CVC Cuts 15 Jobs in Distressed Debt to Focus on New Deals

CVC Credit Partners is letting go around 15 distressed-debt specialists and other staff as it shifts its strategic focus toward lending directly to riskier companies, according to people familiar with the matter.

The firm’s realignment away from distressed-debt trading in favor of writing private loan deals emulates rivals like Blackstone Group Inc.’s credit unit and HPS Investment Partners. The company is also reviewing options for its U.S. direct lending business, including a sale, two of the people said.

A spokesperson for CVC declined to comment on the strategy.
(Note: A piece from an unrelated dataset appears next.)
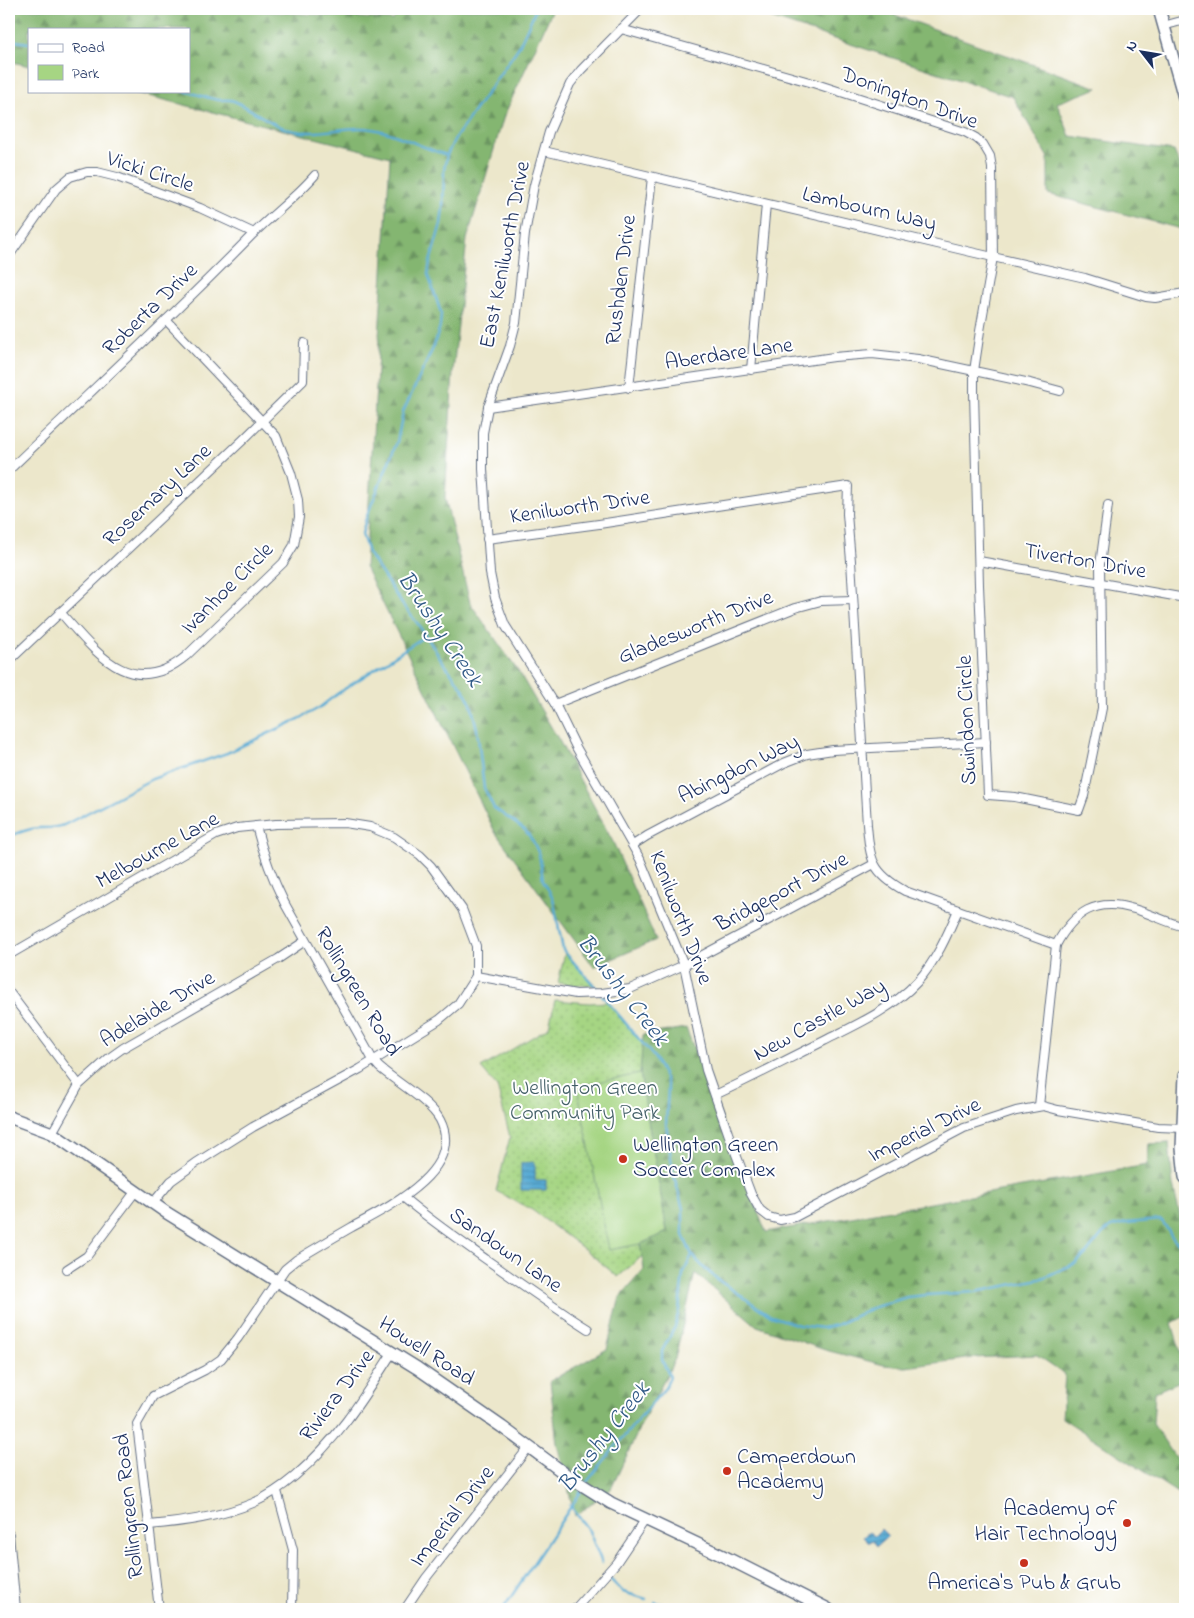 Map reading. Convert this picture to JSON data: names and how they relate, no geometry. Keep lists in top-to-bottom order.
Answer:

As part of the overhaul, Ran Landmann and Josefa Llinares, managing directors on CVC’s Credit Opportunities and Special Situations team in London, are leaving, according to the people familiar with the matter. Director Mitchell Glynn is staying at CVC where he will join the liquid business arm, the people said, asking not to be named because the information is private.

The staff cuts follow the departure of Mark DeNatale, global head of special situations, earlier this year. Separately, Tom Newberry, global head of direct lending, is retiring, the people said.

Glynn and Landmann declined to comment when contacted by Bloomberg News, while Llinares and Newberry didn’t return messages seeking comment.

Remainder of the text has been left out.